Out of the combined 25 male individuals identified, the researchers were able to find a link between the various clinical rheumatologic and blood-related diagnoses made for the patients. “By using this genome-first approach, we have managed to find a thread that ties together patients carrying all of these seemingly unrelated, disparate diagnoses,” Kastner said. And because these conditions exist in people with UBA1 mutations, the team grouped the various conditions into a new, life-threatening disease, designated VEXAS, which so far, has resulted in the deaths of more than a third of patients diagnosed with the condition. “Of the 25 participants, 10 (40%) died from disease-related causes (respiratory failure or progressive anemia) or complications related to treatment,” the authors wrote. “Given the increased mortality among patients with the VEXAS syndrome, efforts to identify effective treatment strategies that target the clonal somatic process, such as bone marrow transplantation or gene-editing therapies, should be considered.”

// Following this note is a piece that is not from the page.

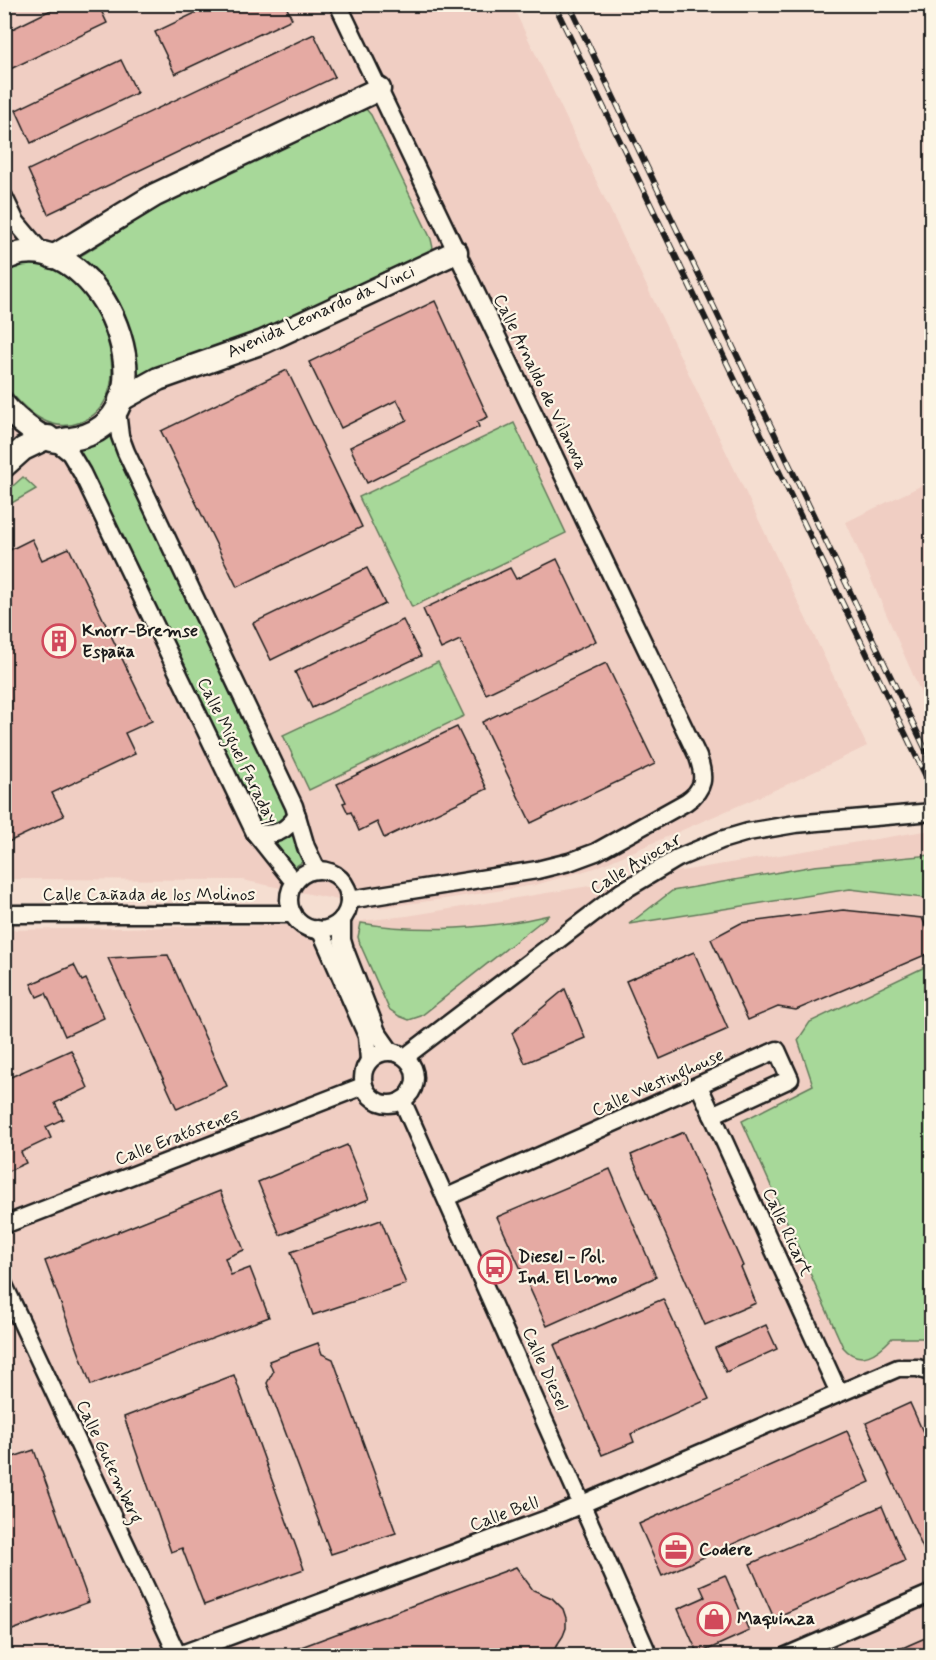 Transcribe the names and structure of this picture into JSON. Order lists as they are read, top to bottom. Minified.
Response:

The researchers hope that this new genome-first strategy will help healthcare professionals improve disease assessments and provide appropriate treatments for thousands of patients who have various inflammation-related conditions. The study may also pave the way for a new and more appropriate classification of inflammatory diseases. “Using a genotype-driven approach, we identified a disorder that connects seemingly unrelated adult-onset inflammatory syndromes,” they concluded. “More generally, our findings suggest that X-linked mosaic mutations may cause other diseases.”